What you need to do — Output every record verbatim, and omit each picture.

Data supplied —
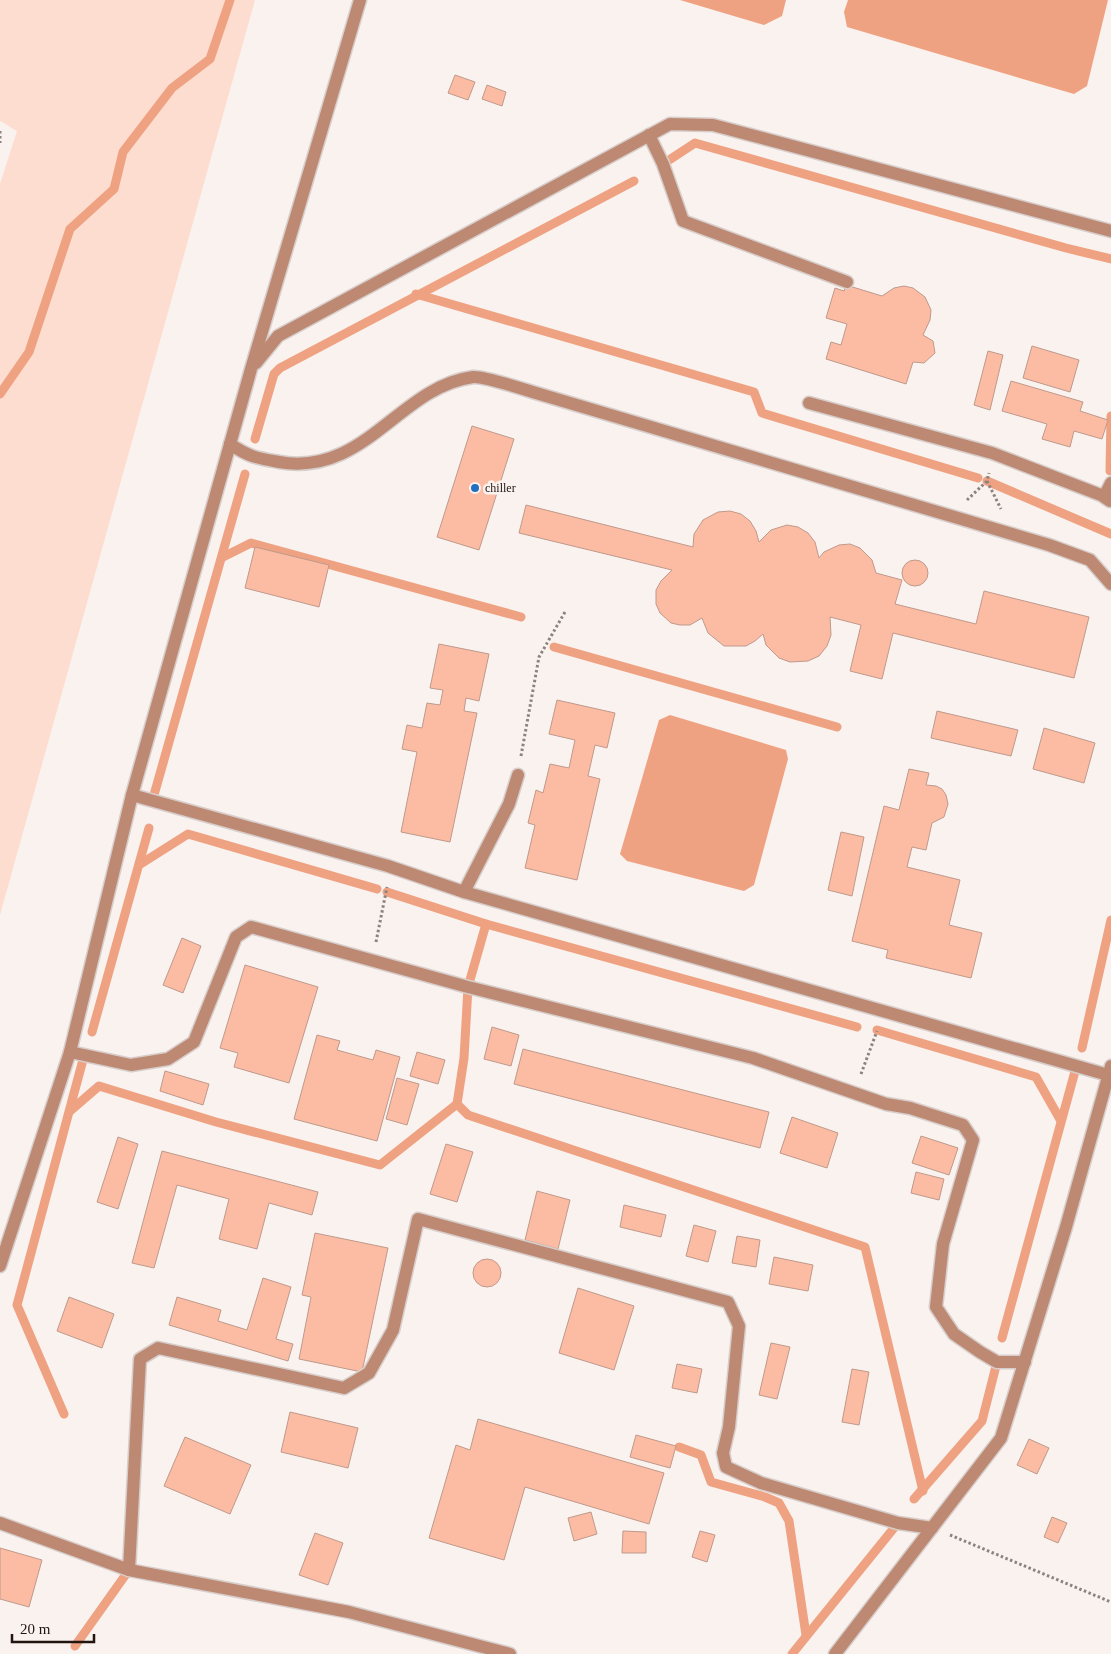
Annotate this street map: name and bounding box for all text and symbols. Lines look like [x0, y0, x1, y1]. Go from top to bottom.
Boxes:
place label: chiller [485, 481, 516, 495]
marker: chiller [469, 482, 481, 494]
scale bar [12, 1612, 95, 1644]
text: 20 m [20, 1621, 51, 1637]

Your response —
Annotate this street map: name and bounding box for all text and symbols. Lines look like [x0, y0, x1, y1]. Go from top to bottom.
Boxes:
place label: chiller [485, 481, 516, 495]
marker: chiller [469, 482, 481, 494]
scale bar [12, 1612, 95, 1644]
text: 20 m [20, 1621, 51, 1637]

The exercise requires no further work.